每家公司的茶水间、休息室从来不缺八卦。前台小姐李妍就是最热衷的一位。阿碧入职当天,就是她领进来的。这事儿蹊跷到她第一印象就觉得……诡异。
“你们知道吗?碧助理……,是那样的。”
“真的吗?我也听说了。”
“她看着很正经啊。这种大学毕业生,怎么会?”
“大学生怎么了?那些大学门口,现在周末尽是豪车,一个个都是车接车送。傍的都是又老又胖的有钱男人。”
“那这么说,她还挺有眼光的,找了那位。”
“你们不知道吧,她从外地来的,家里挺穷,妈妈一直没工作、下岗。读了个大学,就是为了找有钱人。”

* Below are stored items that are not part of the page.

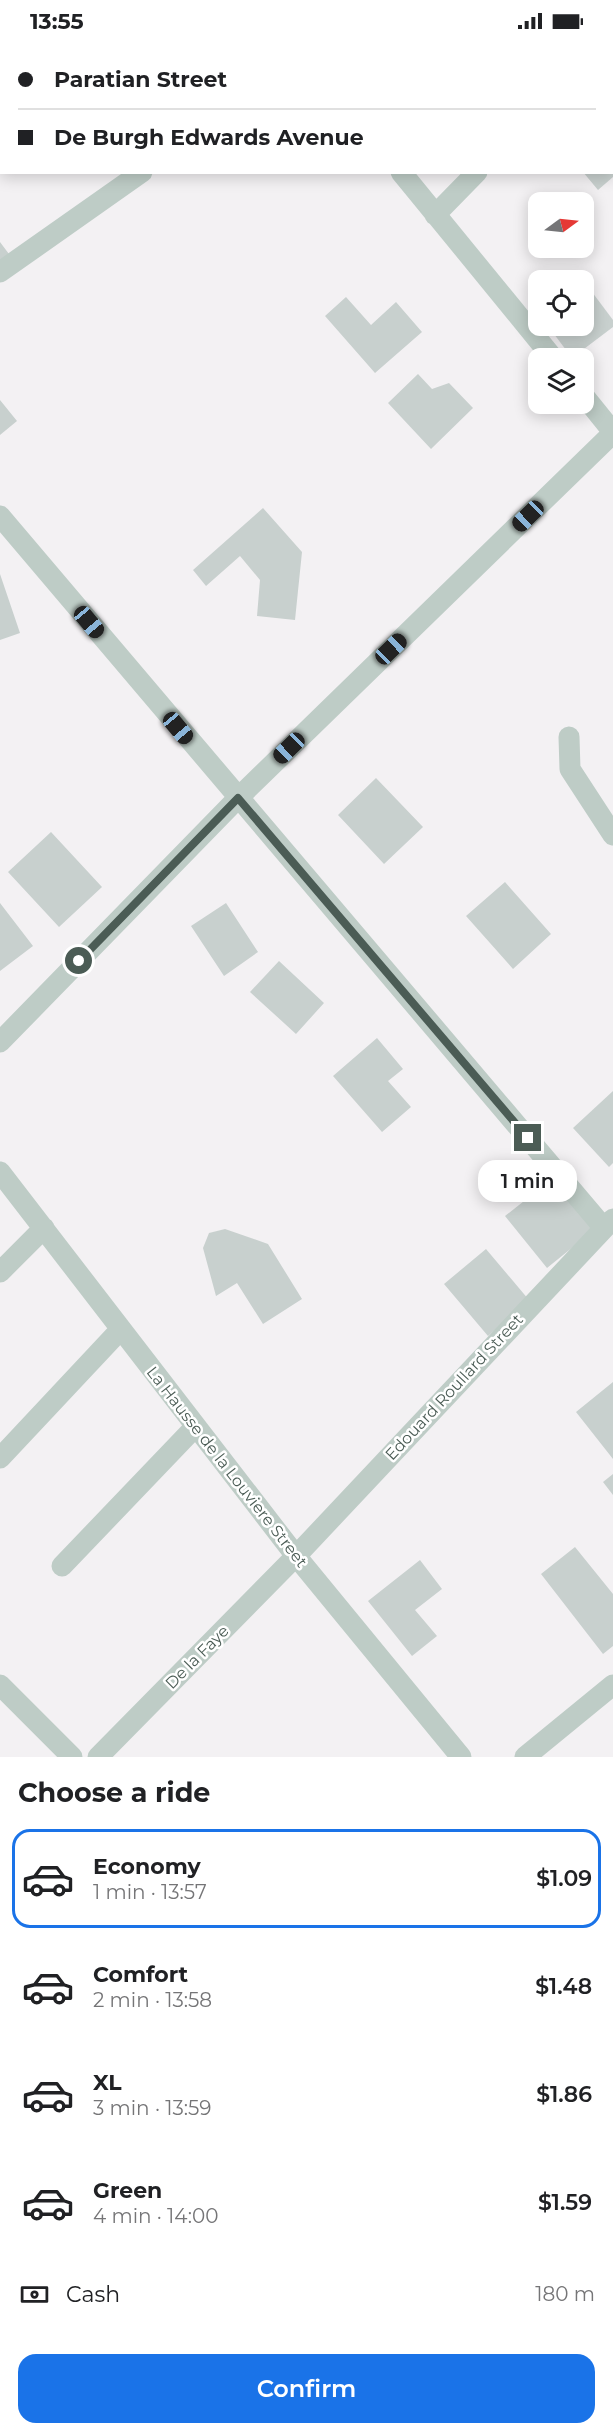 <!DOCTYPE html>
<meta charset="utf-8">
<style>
:root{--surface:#fff;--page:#f6f6f6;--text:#202124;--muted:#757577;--line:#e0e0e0;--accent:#1a73e8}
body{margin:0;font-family:Montserrat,sans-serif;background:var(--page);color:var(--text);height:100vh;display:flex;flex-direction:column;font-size:22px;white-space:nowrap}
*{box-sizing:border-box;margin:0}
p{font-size:20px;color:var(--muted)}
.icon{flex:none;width:33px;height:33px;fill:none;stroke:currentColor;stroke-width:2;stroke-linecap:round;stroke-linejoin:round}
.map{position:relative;height:1715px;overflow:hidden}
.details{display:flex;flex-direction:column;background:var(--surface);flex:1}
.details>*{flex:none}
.banner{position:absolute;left:0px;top:0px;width:614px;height:132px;box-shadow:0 3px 15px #0003;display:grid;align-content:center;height:132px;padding:0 18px;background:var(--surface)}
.needle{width:39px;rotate:75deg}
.tools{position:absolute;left:528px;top:150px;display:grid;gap:12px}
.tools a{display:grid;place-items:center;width:66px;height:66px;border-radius:12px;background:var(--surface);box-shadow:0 3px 15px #0003;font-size:30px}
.end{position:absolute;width:27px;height:27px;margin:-14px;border:8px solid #4b5c55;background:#fff;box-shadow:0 0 0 3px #fff}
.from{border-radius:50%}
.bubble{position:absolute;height:42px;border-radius:18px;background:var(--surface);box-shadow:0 3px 15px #0003;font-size:20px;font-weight:600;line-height:42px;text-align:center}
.car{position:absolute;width:18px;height:36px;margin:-18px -9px;border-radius:8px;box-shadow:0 0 4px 2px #0007;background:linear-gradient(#222 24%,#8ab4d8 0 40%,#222 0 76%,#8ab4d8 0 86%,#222 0)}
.banner b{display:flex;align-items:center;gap:21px;height:57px;font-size:22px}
.banner b+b{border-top:2px solid var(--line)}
.banner i{width:15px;height:15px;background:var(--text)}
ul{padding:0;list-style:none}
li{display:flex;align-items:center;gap:18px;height:99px;margin:0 12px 9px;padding:0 6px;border:3px solid transparent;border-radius:18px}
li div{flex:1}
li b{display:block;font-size:22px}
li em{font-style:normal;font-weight:600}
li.on{border-color:var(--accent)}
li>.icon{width:54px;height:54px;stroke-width:1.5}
h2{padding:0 18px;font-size:27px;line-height:72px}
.pay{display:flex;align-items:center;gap:15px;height:66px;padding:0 18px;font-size:22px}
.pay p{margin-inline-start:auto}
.primary-button{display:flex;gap:12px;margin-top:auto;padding:12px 18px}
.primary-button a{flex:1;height:69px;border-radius:18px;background:var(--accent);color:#fff;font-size:24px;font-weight:600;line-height:69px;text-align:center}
.status{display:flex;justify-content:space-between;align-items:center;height:42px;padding:0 30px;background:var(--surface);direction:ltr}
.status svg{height:16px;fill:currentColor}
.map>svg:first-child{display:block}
</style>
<div class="status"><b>13:55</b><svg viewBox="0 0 49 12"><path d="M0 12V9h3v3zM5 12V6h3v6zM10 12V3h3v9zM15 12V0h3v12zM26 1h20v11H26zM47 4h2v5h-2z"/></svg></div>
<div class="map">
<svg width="613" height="1715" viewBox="0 0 613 1715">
<rect width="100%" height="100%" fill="#f3f1f3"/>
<path fill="#c8d0ce" d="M583 130H613V135L598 148Z
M0 200 12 216 0 225Z
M586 242 613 278V285L572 316 548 284H584V245Z
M346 255 371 283 396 260 422 290 375 331 325 274Z
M418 332 432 347 449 341 473 366 431 407 388 361Z
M0 358 17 379 0 393Z
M263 466 302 510 295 578 257 574 260 538 240 514 206 544 193 528Z
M0 532 20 591 0 598Z
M376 736 423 785 384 822 338 773Z
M51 790 102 845 59 885 8 830Z
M505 840 551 892 513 927 466 874Z
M0 861 33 904 0 929Z
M226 861 258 910 224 934 191 884Z
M279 919 324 961 296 992 250 950Z
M377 996 403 1027 388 1039 411 1065 382 1090 333 1034Z
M613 1049V1121L609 1125 573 1086Z
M553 1136 594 1188 547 1226 505 1174Z
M225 1187 268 1202 302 1257 263 1282 237 1241 216 1254 203 1206 209 1191Z
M486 1207 529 1258 488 1294 444 1242Z
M613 1340V1417L576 1370Z
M613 1432V1453L603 1440Z
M575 1505 613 1552V1604L603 1612 541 1532Z
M420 1518 442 1547 415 1568 437 1594 412 1614 368 1559Z"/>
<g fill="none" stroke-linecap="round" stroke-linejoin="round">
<path stroke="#beccc6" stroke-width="21" d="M295 0 296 2
M607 2 608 0
M401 130 553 316
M435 173 477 130
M0 230 142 130
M584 354 613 390
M0 474 604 1186
M569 695 570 727 613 793
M0 1000 238 756 613 391
M0 1130 296 1514 461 1715
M0 1230 44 1186
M0 1416 121 1287
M62 1524 196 1384
M0 1643 72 1715
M98 1715 296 1514 613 1177
M525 1715 613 1643"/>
</g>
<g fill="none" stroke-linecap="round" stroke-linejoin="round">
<path stroke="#4b5c55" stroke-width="8" d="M79 919 238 756 528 1096"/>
</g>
<g text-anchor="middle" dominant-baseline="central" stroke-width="5" stroke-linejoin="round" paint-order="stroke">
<g font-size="16" fill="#4b5c55" stroke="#fff">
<text transform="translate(454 1345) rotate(-47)">Edouard Roullard Street</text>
<text transform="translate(227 1425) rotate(52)">La Hausse de la Louviere Street</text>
<text transform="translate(197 1615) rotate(-45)">De la Faye</text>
</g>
</g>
</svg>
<div class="tools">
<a><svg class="needle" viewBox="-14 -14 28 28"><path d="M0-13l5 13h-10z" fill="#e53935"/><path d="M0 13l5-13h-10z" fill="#757577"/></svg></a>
<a><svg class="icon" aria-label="locate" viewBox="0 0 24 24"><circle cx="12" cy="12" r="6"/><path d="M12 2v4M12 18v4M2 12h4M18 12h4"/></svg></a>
<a><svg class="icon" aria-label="layers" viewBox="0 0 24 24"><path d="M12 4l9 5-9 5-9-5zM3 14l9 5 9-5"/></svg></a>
</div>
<i class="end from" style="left:79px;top:919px"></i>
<i class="end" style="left:528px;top:1096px"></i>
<div class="bubble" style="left:478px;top:1118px;width:99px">1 min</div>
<i class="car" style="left:528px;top:474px;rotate:226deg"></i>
<i class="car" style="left:89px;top:580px;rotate:140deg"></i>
<i class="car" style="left:391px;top:607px;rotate:46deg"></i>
<i class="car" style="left:178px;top:686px;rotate:140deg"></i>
<i class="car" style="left:289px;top:706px;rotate:226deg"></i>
<div class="banner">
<b><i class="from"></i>Paratian Street</b>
<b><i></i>De Burgh Edwards Avenue</b>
</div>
</div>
<section class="details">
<h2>Choose a ride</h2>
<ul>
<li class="on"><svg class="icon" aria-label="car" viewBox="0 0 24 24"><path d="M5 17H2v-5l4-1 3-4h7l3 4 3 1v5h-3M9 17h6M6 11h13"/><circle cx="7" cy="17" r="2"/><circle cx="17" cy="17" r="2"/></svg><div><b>Economy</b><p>1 min · 13:57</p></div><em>$1.09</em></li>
<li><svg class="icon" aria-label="car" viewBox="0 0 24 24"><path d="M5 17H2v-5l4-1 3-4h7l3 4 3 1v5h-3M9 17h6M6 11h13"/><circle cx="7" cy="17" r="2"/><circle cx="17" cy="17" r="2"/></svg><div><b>Comfort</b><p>2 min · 13:58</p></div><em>$1.48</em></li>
<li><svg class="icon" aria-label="car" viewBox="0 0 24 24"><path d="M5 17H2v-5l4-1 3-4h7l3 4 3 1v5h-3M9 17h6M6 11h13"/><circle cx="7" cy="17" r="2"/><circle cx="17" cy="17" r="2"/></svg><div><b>XL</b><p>3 min · 13:59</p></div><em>$1.86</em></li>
<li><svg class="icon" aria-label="car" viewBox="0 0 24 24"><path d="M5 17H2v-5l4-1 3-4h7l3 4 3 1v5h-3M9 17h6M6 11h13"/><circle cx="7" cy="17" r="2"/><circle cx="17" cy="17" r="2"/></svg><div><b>Green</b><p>4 min · 14:00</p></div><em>$1.59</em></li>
</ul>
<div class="pay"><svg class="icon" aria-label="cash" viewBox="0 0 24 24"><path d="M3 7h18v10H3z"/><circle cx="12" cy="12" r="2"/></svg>Cash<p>180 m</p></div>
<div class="primary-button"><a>Confirm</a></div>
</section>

“我之前还以为她有能力,是凭实力进来的呢,她德语说得挺好的……”
“那当然了,瞧瞧人家多会找,一找就找到大老板。跟个几年,别管最后要不要、被不被甩,自然就……有钱了。”
“这年头,干得好不如嫁的好。嫁得好不如睡得好。”
“可她真能豁得出去啊,就这么不管不顾,跟老外乱搞。”
郑峰这天,正好听到了一耳朵。
一张张抹了口红、嫣红嘴里说出来的话,已经是这样的了。
“你们知道吗?他们住一起,住一起 ! 据说,很早就……睡在一起了!”
“不会吧!她看着好清纯。”
“看着清纯。人不可貌相。估计早就……”
旁边有个别有用心的,说道。
“最近这些天,她都没来。你们说,她干嘛去了?”
“是不是怀上了……去做那种手术了吧……”
“那肯定有可能。她也不想想,老板是什么身份,怎么可能跟她来真的。”
那人不屑地道。
“这事是真的,有人在医院门口见过他们。上面那位,可是跟她一起去医院的,就是刚做完那个手术。”
“啊?是真的吗?”
“这……入职才两个月,就打掉一次啊。”
“嗨,被玩了,贱呗。”
阿碧家庭背景一般。来历是个谜。
入职走的后门、老板个人特批。
公司开张不到三个月,就先堕了个胎。
那又是什么时候怀上的? 再一听说,很早以前就住在老板隔壁,明白了。
那就是白天在公司服务,晚上在公寓服务啊。
这不就是俗称的二奶嘛。不不不。不能算二奶。老板是钻石王老五、未婚。
那,为何怀了、又马上流了呢。
这说明:还是个玩物嘛。老板是男人,也需要解决实际问题嘛。
就说这一身本事,真是应了那句俗语:人不可貌相,海水不可斗量啊。
郑峰故意咳了两声,惊散了几只低声又叽叽喳喳的麻雀,想让她们终止。
“哎,你们说的是谁啊……”
说话的几位神色不自然。毕竟这些背后是非、有些不地道。